Before the debate adjourned I was dealing with section 3, which is the kernel of the Bill. Up until now it had to be proven that the defendant had actual knowledge of the fact that the item was stolen. This section broadens it. I had said that I did not particularly agree with bringing in the element of recklessness because I felt a number of people could be careless or reckless in their dealings and they might genuinely not know that the item had been stolen. That is why I feel the Department are quite right in not taking on this element of recklessness and in dealing with the matter in a different way. However as I have said I am not particularly sure that the words "knowing or believing it to be stolen property" are the right way to go about it and this should be teased out on Committee Stage.
In my opinion this legislation reduces the onus of proof on the prosecution. There is no doubt about that. The people who made submissions to the Law Reform Commission had an interest in putting forward a certain type of case. I do not think it is right that we should slavishly follow on from the recommendations of the Law Reform Commission report, even though the report is excellent. I feel that the Government and we in Parliament have to tease out and bring our personal knowledge to bear on the legislation. As I have said, interest groups put forward their own interests when they are making submissions to the Law Reform Commission and we therefore have to find a happy medium. I hope that we will bring this point up on Committee Stage.

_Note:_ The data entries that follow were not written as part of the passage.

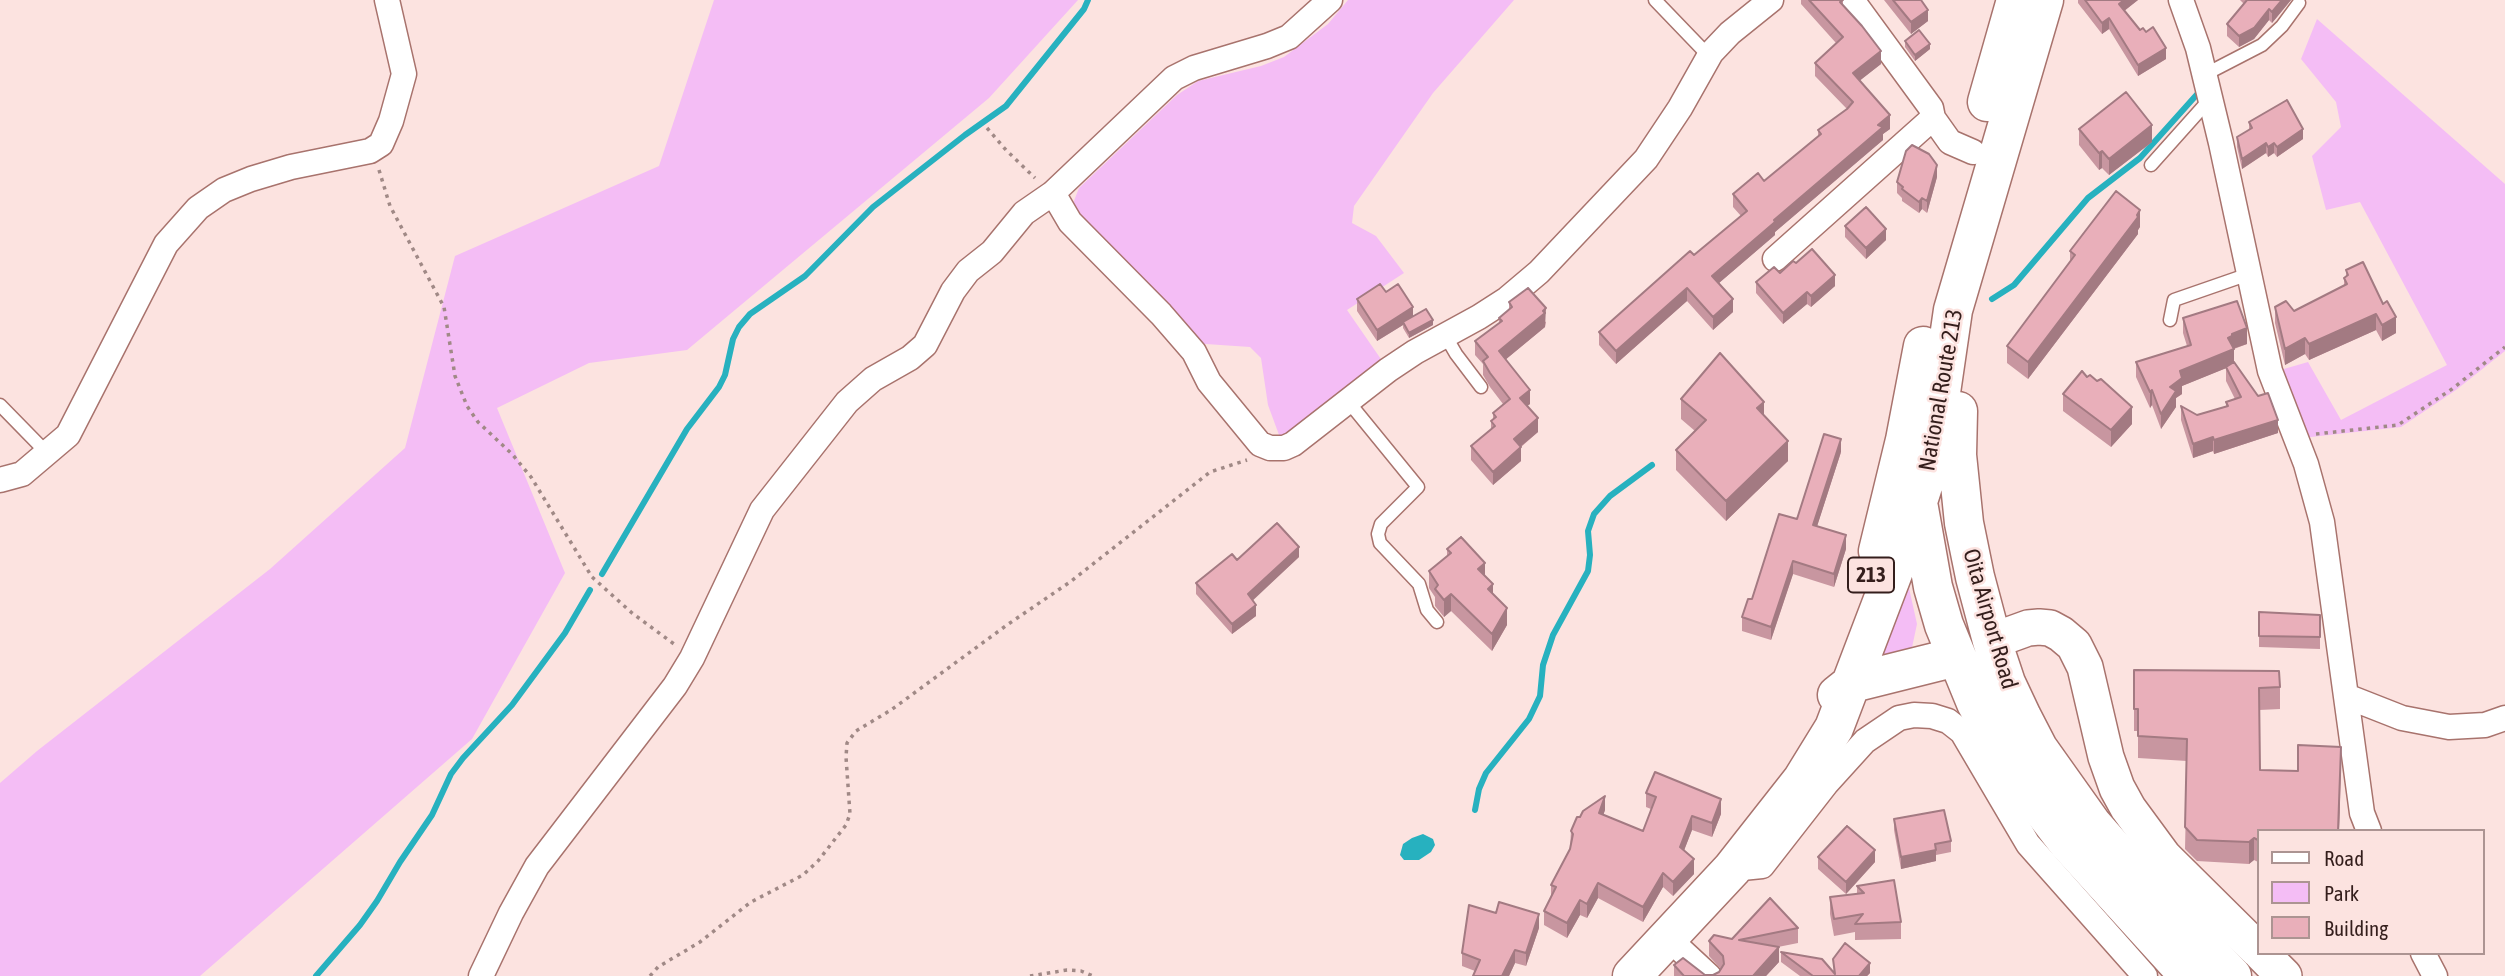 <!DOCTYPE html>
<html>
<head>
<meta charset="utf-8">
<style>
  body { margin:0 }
  #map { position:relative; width:2505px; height:976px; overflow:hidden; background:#fce3e0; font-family:"Asap Condensed",sans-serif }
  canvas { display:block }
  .legend { position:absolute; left:2257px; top:829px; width:228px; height:126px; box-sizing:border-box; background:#fce3e0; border:2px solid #ac9492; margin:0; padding:9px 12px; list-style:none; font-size:21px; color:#341e1c }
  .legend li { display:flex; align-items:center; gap:14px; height:35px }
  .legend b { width:35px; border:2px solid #ac9492 }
</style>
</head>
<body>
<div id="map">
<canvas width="2505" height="976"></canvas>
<ul class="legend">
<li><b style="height:9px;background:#fff"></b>Road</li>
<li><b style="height:19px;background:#f4bdf5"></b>Park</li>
<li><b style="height:19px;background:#e9afba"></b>Building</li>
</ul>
</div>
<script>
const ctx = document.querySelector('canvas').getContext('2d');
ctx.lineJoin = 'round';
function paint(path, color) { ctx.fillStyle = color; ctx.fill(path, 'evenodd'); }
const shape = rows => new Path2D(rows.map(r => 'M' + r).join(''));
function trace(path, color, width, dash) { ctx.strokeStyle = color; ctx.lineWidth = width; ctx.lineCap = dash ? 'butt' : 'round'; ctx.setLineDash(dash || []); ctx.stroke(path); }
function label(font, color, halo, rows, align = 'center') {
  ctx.font = font + ' "Asap Condensed",sans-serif'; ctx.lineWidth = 5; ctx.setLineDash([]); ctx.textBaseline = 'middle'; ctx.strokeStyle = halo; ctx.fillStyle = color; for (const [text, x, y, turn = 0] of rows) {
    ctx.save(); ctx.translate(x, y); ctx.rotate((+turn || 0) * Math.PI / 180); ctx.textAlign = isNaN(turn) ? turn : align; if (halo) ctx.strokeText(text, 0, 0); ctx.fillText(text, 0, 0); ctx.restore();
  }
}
paint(shape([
  [714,0,1078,0,989,98,687,350,589,363,497,408,565,573,472,739,200,976,0,976,0,783,37,751,270,569,405,448,455,256,659,166],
  [1348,0,1514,0,1433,93,1354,206,1352,223,1376,236,1404,273,1347,310,1385,365,1282,443,1268,405,1261,358,1250,347,1191,343,1070,211,1079,188,1177,95,1198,81,1261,66,1284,57,1328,24],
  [2317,19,2505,184,2505,351,2456,390,2401,427,2302,438,2277,371,2308,362,2341,420,2447,365,2360,202,2326,210,2312,156,2341,127,2336,102,2301,59],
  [1907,579,1917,624,1910,657,1878,667]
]), '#f4bdf5');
paint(shape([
  [1423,834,1433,839,1435,845,1431,852,1419,860,1404,860,1400,855,1403,844,1412,838]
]), '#27b1bf');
trace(shape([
  [1992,299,2014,285,2088,198,2140,158,2200,91],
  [602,574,687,429,719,387,725,375,733,339,739,327,750,314,805,276,873,207,965,135,1006,106,1084,9,1088,0],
  [1475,810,1479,789,1486,773,1529,719,1540,696,1543,665,1553,635,1588,571,1590,555,1588,531,1594,514,1610,496,1652,465],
  [316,976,360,925,377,901,400,862,432,815,451,774,463,758,512,705,565,633,590,590]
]), '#27b1bf', 6);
const lane = shape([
  [1655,0,1705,52,1711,53],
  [2204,75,2262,45,2282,26,2299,3],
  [2151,165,2210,99],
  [2170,320,2174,300,2249,274],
  [1445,335,1456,354,1481,387],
  [1347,400,1418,487,1381,524,1378,534,1380,543,1419,584,1427,610,1437,622],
  [0,405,47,453]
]);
const street = shape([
  [1852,0,1931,108,1933,118],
  [2181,0,2198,48,2221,143,2270,371,2306,464,2322,522,2362,813,2369,831],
  [1053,193,1070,222,1161,314,1194,352,1209,382,1260,444,1270,448,1284,448,1293,444,1388,370,1415,352,1479,317,1507,299,1539,272,1646,159,1680,108,1711,53,1730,33,1771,0],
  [1775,259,1933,118,1950,142,1973,152],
  [0,480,22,474,68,435,166,244,198,208,224,190,251,179,291,167,370,151,381,144,391,121,404,74,387,0],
  [2346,696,2402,718,2449,727,2485,725,2505,718],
  [1732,869,1762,866,1826,784,1865,741,1899,718,1914,715,1932,716,1948,721,1962,732,2028,844,2145,976],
  [1668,938,1709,976],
  [2423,953,2435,976],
  [481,976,511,913,537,866,675,686,692,658,762,510,847,402,873,379,910,358,925,345,953,291,968,271,992,252,1024,213,1053,193,1174,78,1194,68,1267,46,1289,37,1330,0]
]);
const secondary = shape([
  [1992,641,2028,628,2039,627,2050,628,2061,634,2074,645,2085,667,2106,757,2117,788,2128,808,2164,857,2258,950],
  [2261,953,2284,976]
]);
const highway = shape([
  [1987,102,2016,0],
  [1958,411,1957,455,1964,523,1975,577,1992,641,2006,683,2022,717,2038,748,2092,824,2135,873,2232,976],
  [1919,508,1933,587,1944,625,1976,703,1996,739,2034,799,2067,842,2189,976],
  [1878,551,1905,440,1923,346],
  [1837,695,1852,683,1956,657],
  [1632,976,1732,869,1802,780,1834,728,1906,539,1931,461,1953,310,2044,0]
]);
trace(lane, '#a8736d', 15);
trace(street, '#a8736d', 27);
trace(secondary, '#a8736d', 38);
trace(highway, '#a8736d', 41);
trace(shape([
  [987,128,1006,150,1035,178],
  [379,170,390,206,444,307,455,376,467,406,478,422,512,454,531,477,592,577,632,613,674,644],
  [2316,434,2398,425,2452,389,2505,347],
  [650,976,658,967,700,942,751,902,803,875,818,861,846,825,850,814,846,757,847,743,856,731,891,710,1007,625,1070,582,1210,472,1247,460],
  [1030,976,1067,970,1081,971,1093,976]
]), '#a08986', 3.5, [3.5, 5]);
trace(lane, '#fff', 12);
trace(street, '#fff', 24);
trace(secondary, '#fff', 35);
trace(highway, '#fff', 38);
paint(shape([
  [1801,0,1843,0,1843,6,1881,64,1860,80,1890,129,1883,134,1883,140,1775,232,1775,235,1719,283,1733,312,1713,330,1687,301,1616,364,1599,345,1599,332,1694,255,1741,216,1733,207,1733,194,1764,181,1818,136,1818,130,1847,109,1815,76,1815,63,1836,43,1801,4],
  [1884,0,1921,0,1928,21,1911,34],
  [2078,0,2138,0,2124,11,2140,30,2166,59,2138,76,2109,29,2102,34,2078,3],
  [2240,0,2291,0,2272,23,2269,20,2254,39,2239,47,2227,36,2227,24,2244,4],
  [1905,41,1930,49,1915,61,1905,47],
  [2249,122,2303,139,2277,157,2274,153,2268,157,2266,153,2242,169,2237,147,2237,137,2249,130],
  [2079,129,2152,142,2109,175,2102,168,2099,170,2079,145],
  [1937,177,1927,213,1922,209,1919,213,1902,201,1902,198,1897,193,1897,182],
  [1845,226,1886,240,1866,259,1845,237],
  [2140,227,2138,230,2138,234,2028,379,2007,363,2007,346,2070,262,2070,251],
  [1796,263,1835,286,1811,307,1807,304,1783,324,1756,293,1756,282,1780,273],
  [2346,270,2396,333,2382,341,2376,330,2309,360,2305,354,2285,365,2275,323,2275,307,2294,311,2344,286,2344,278,2346,276],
  [1386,292,1413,317,1433,325,1409,338,1403,328,1403,325,1377,341,1357,311,1357,299],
  [1509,302,1546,322,1545,327,1505,360,1530,404,1527,406,1538,432,1521,447,1521,461,1493,485,1471,460,1471,446,1491,429,1491,421,1493,419,1493,413,1503,404,1490,387,1483,375,1483,364,1475,355,1475,341,1499,323,1499,318,1509,310],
  [2183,318,2247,344,2234,349,2234,362,2278,433,2214,454,2213,451,2193,458,2181,420,2181,406,2197,415,2226,407,2226,402,2235,399,2226,381,2226,368,2182,386,2182,394,2176,398,2176,407,2161,429,2152,405,2150,408,2136,377,2136,362,2187,346,2183,333],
  [2087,377,2097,381,2132,424,2111,447,2063,411,2063,394],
  [1681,399,1764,416,1788,461,1726,521,1676,470,1676,450,1695,431,1681,419],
  [1841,452,1817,526,1846,549,1834,587,1793,574,1771,640,1742,631,1742,617,1797,519],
  [1447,549,1485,576,1507,625,1492,651,1451,611,1444,617,1435,606,1435,597,1429,588,1429,571,1447,556],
  [1299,557,1252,600,1256,616,1232,634,1196,594,1196,583,1237,560],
  [2259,612,2320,615,2320,649,2259,647],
  [2134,670,2280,687,2280,709,2259,710,2260,770,2298,771,2341,768,2339,831,2258,831,2258,862,2254,860,2249,864,2197,861,2185,849,2187,761,2138,758,2138,731,2134,731],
  [1646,793,1721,814,1712,837,1692,830,1684,850,1694,874,1673,896,1663,887,1643,922,1598,898,1587,918,1580,915,1567,938,1544,925,1544,911,1551,897,1551,885,1570,849,1571,831,1580,817,1605,810,1603,815,1643,831,1651,809,1646,807],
  [1894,819,1951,841,1951,852,1936,855,1936,861,1901,869,1894,830],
  [1818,857,1875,862,1846,894,1818,869],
  [1857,886,1901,922,1901,939,1855,940,1855,932,1834,936,1830,914,1830,897,1857,894],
  [1539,928,1526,966,1515,963,1509,976,1473,976,1475,971,1462,966,1462,953],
  [1798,928,1798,943,1778,947,1779,962,1766,976,1674,976,1674,965,1705,975,1713,975,1719,972,1721,969,1709,956,1709,941,1732,939],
  [1781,952,1834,972,1833,959,1870,973,1867,976,1800,976,1781,962]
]), '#c896a0');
paint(shape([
  [2124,0,2138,0,2119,15,2119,4],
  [2282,0,2291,0,2272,23,2272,12],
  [2269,9,2269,20,2254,39,2239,47,2239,36],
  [1928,10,1928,21,1911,34,1911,22],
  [2109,18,2109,29,2102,34,2102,23],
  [1930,44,1930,49,1915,61,1915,55],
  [2166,48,2166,59,2138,76,2138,65],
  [1881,51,1881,64,1853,86,1853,73],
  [1890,115,1890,129,1883,134,1883,140,1775,232,1775,235,1712,289,1712,276,1878,125],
  [2152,125,2152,142,2109,175,2109,159],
  [2303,129,2303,139,2277,157,2277,147],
  [2266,143,2266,153,2242,169,2242,159],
  [2274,143,2274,153,2268,157,2268,147],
  [2102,151,2102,168,2099,170,2099,153],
  [1937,165,1937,177,1927,213,1927,201],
  [1922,198,1922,209,1919,213,1919,202],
  [2140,210,2140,227,2138,230,2138,234,2028,379,2028,362],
  [1886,229,1886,240,1866,259,1866,248],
  [1835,275,1835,286,1811,307,1811,296],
  [1687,288,1687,301,1616,364,1616,351],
  [1807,292,1807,304,1783,324,1783,313],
  [1733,299,1733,312,1713,330,1713,317],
  [1413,307,1413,318,1403,322,1403,325,1377,341,1377,330],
  [1546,308,1545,327,1499,365,1499,351],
  [2376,314,2376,330,2309,360,2309,344],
  [2396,317,2396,333,2382,341,2382,325],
  [1433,320,1433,325,1409,338,1409,333],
  [2247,328,2247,344,2232,349,2234,349,2234,365,2182,386,2182,394,2176,398,2176,407,2161,429,2161,414,2170,387,2180,371,2228,338,2232,334],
  [2305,338,2305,354,2285,365,2285,349],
  [1530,390,1530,404,1520,411,1520,398],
  [2152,390,2152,405,2150,408,2150,392],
  [1764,402,1764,422,1757,408],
  [2132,407,2132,424,2111,447,2111,430],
  [1538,418,1538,432,1514,452,1514,439],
  [2278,420,2278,433,2214,454,2214,440],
  [2213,437,2213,451,2193,458,2193,444],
  [1841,439,1841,452,1813,539,1813,525],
  [1788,441,1788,461,1726,521,1726,501],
  [1521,447,1521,461,1493,485,1493,472],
  [1846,535,1846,549,1834,587,1834,574],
  [1299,547,1299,557,1248,605,1248,594],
  [1793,561,1793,574,1771,640,1771,627],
  [1485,563,1485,580,1478,569],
  [1493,584,1493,601,1488,589],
  [1451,594,1451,611,1444,617,1444,600],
  [1256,605,1256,616,1232,634,1232,624],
  [1507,608,1507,625,1492,651,1492,634],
  [2341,747,2339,831,2338,831],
  [1605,796,1605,810,1599,828,1599,813],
  [1721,799,1721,814,1712,837,1712,823],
  [1692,816,1692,830,1680,861,1680,847],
  [2254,838,2254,860,2249,864,2249,842],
  [1875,850,1875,862,1846,894,1846,882],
  [1936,850,1936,861,1901,869,1901,857],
  [1694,859,1694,874,1673,896,1673,882],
  [1663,873,1663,887,1643,922,1643,907],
  [1598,883,1598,898,1587,918,1587,904],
  [1580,900,1580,915,1567,938,1567,923],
  [1539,914,1539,928,1526,966,1526,953],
  [1779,947,1779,962,1766,976,1753,976],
  [1515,950,1515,963,1509,976,1502,976],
  [1870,963,1870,973,1867,976,1859,976]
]), '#a37a82');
const building = shape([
  [1809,0,1843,0,1840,2,1862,26,1881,51,1853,73,1890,115,1878,125,1883,127,1774,220,1775,222,1712,276,1733,299,1713,317,1687,288,1616,351,1599,332,1690,251,1694,255,1747,211,1733,194,1758,173,1764,181,1821,134,1818,130,1847,109,1853,102,1815,63,1843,37,1809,0],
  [1893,0,1921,0,1928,10,1911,22,1893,0],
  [2085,0,2124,0,2119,4,2140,30,2143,28,2146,32,2153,27,2166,48,2138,65,2109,18,2102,23,2085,0],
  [2247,0,2282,0,2272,12,2269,9,2254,28,2239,36,2227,24,2247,0],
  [1919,30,1930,44,1915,55,1905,41,1919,30],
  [2126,92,2152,125,2109,159,2102,151,2099,153,2079,129,2126,92],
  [2287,100,2303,129,2277,147,2274,143,2268,147,2266,143,2242,159,2237,137,2252,128,2249,122,2287,100],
  [1912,145,1929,154,1937,165,1927,201,1922,198,1919,202,1902,189,1903,187,1897,182,1906,151,1912,145],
  [2116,191,2140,210,2137,215,2138,217,2028,362,2007,346,2075,255,2070,251,2116,191],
  [1866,207,1886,229,1866,248,1845,226,1866,207],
  [1812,249,1835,275,1811,296,1807,292,1783,313,1756,282,1774,267,1780,273,1793,261,1796,263,1812,249],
  [2363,262,2383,304,2387,301,2396,317,2382,325,2376,314,2309,344,2305,338,2285,349,2275,307,2286,301,2294,311,2347,284,2344,278,2348,275,2346,270,2363,262],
  [1380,284,1386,292,1398,284,1413,307,1377,330,1357,299,1380,284],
  [1528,288,1546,308,1543,311,1545,313,1499,351,1530,390,1520,398,1538,418,1514,439,1521,447,1493,472,1471,446,1495,426,1491,421,1496,417,1493,413,1510,399,1490,373,1483,361,1488,357,1475,341,1502,321,1499,318,1512,307,1509,302,1528,288],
  [2237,301,2247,328,2232,334,2232,336,2228,338,2234,349,2180,371,2182,378,2170,387,2176,391,2161,414,2152,390,2150,392,2136,362,2191,345,2183,318,2237,301],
  [1426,309,1433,320,1409,333,1403,322,1426,309],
  [1720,353,1764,402,1757,408,1788,441,1726,501,1676,450,1706,420,1681,399,1720,353],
  [2234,362,2258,396,2268,393,2278,420,2214,440,2213,437,2193,444,2181,406,2197,415,2228,406,2226,402,2241,397,2226,367,2234,362],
  [2082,371,2087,377,2090,375,2097,381,2101,379,2132,407,2111,430,2063,394,2082,371],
  [1824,434,1841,439,1813,525,1846,535,1834,574,1793,561,1771,627,1742,617,1748,599,1752,599,1779,514,1797,519,1824,434],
  [1277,523,1299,547,1248,594,1256,605,1232,624,1196,583,1232,554,1237,560,1277,523],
  [1461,537,1485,563,1478,569,1493,584,1488,589,1507,608,1492,634,1451,594,1444,600,1435,589,1438,585,1429,571,1451,553,1447,549,1461,537],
  [2259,612,2320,615,2320,637,2259,636,2259,612],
  [2134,670,2279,671,2280,687,2259,688,2260,770,2298,771,2298,745,2341,747,2338,831,2258,831,2258,840,2254,838,2249,842,2197,840,2185,827,2187,739,2138,736,2138,709,2134,709,2134,670],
  [1655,772,1721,799,1712,823,1692,816,1680,847,1694,859,1673,882,1663,873,1643,907,1598,883,1587,904,1580,900,1567,923,1544,911,1556,887,1551,885,1570,849,1573,834,1571,831,1577,817,1580,817,1583,811,1605,796,1599,813,1643,831,1656,797,1646,793,1655,772],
  [1944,810,1951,841,1935,844,1936,850,1901,857,1894,819,1944,810],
  [1847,826,1875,850,1846,882,1818,857,1847,826],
  [1894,880,1901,922,1855,924,1863,914,1834,919,1830,897,1864,893,1857,886,1894,880],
  [1770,898,1798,928,1739,940,1779,947,1753,976,1684,976,1674,965,1683,958,1705,975,1713,975,1719,972,1724,964,1723,956,1709,941,1714,935,1732,939,1770,898],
  [1499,902,1539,914,1526,953,1515,950,1502,976,1473,976,1480,960,1462,953,1469,905,1496,913,1499,902],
  [1845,943,1870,963,1859,976,1813,976,1781,952,1822,959,1835,974,1833,959,1845,943]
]);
paint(building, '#e9afba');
trace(building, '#a37a82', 2);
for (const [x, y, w] of [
  [1871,575,46]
]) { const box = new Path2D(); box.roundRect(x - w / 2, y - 17.5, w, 35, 5); ctx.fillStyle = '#fce3e0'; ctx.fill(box); trace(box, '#341e1c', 2); }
label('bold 21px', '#341e1c', null, [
  ["213",1871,575]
]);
label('23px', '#341e1c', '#fce3e0', [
  ["National Route 213",1941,390,-80],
  ["Oita Airport Road",1990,619,74]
]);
</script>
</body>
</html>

The question of actual knowledge has been part of a great deal of legislation and case law. Indeed in the intoxicating liquor legislation the publican could say in his defence that he did not know that the person was under age and he had a justifiable case to be acquitted. However this has been changed in the recent legislation and this shows that we are tightening up the legislation in a number of similar areas in order to make convictions stick. There is a genuine need to tighten the legislation because as somebody said the lawyers pick holes in it.
That inferences can be drawn reduces the onus on the prosecution and to a certain extent puts it on the defence. I am not so sure that this is a good thing. The section goes on to say ".... handles .... in such circumstances that it is reasonable to conclude that he knew or believed the property to be stolen ..." This shows how the onus is, to a certain extent, being put on the defence to prove that they did not in fact know that a particular item was stolen.
The amendment of section 43 of the 1916 Act and the allowing of previous convictions to be tendered in evidence is a fairly thorny subject. While I would have sympathy with many of the arguments made by some Members on the opposite side of the House, and my colleague, Deputy O'Dea, counter to what Deputy McCartan has said I have come across a case where section 43 was invoked and nobody on the defence side queried the constitutionality of that section. Deputy O'Keeffe made great play of the fact that this could possibly be unconstitutional and that what we are proposing in the legislation is an extension of that section, which the Law Reform Commission suggested should be done away with altogether. I am not sure about this. It is necessary to prove the prior history of someone who receives or handles stolen goods; it is good that that should be done. I believe the safeguards are suitable to take care of any situation which might arise in a prosecution where the defendant could be unfairly taken advantage of.
The idea of alternative verdicts is addressed in the Bill. This is to be commended because in my practice I have often found that defendants who have been charged only with receiving stolen property have been let off, sometimes on the basis that they did not know it was stolen, while the prosecution have failed and have not been able to get a verdict on any other charge. It is good that there should be an ability to have alternative verdicts. I am glad this provision is included in the Bill.
I think a previous speaker mentioned that the withholding of information is well taken care of in the Criminal Justice Act, 1984, where fairly good strictures are put on suspects in relation to the withholding of information. As one speaker suggested, perhaps that provision should now be changed by including an amendment in this Bill to cover handling as well as receiving stolen goods.
Earlier Deputy O'Dea referred to stolen credit cards but this problem will be taken care of under section 2 of the Bill which states: "A person who is, when not at his place of abode, in possession of any article for use in the course of or in connection with larceny or burglary ...." I think every Deputy is aware of, and it is getting more publicity every day, the bogus collections at doorsteps. Up to now I know the Garda have had grave difficulty in charging people but under section 2 they will have the ability to charge someone who is committing this type of offence.
While the Bill is only a first step, it is a good step. A lot of the problematic areas can be teased out on Committee Stage. I know the Minister is well aware of the sentiments expressed by many Members that not only this legislation but very direct methods and resources should be made available to ensure that crime which has increased in some areas — thankfully it has decreased in other areas — is stopped. As I said earlier, the Minister has shown in every other portfolio he has had that he takes to it with a vengeance and I have no doubt that he will implement changes which will ensure that a good stricture will be put on crime.
A number of Deputies made some very relevant points. I agree with Deputy Kavanagh, a non-lawyer, as he said himself, in regard to the whole area of "believing" and "thinking". I am not particularly sure if there is a difference between them and I should like to hear the Minister's comments on that. Many of the problems Deputies have will be taken care of on Committee Stage.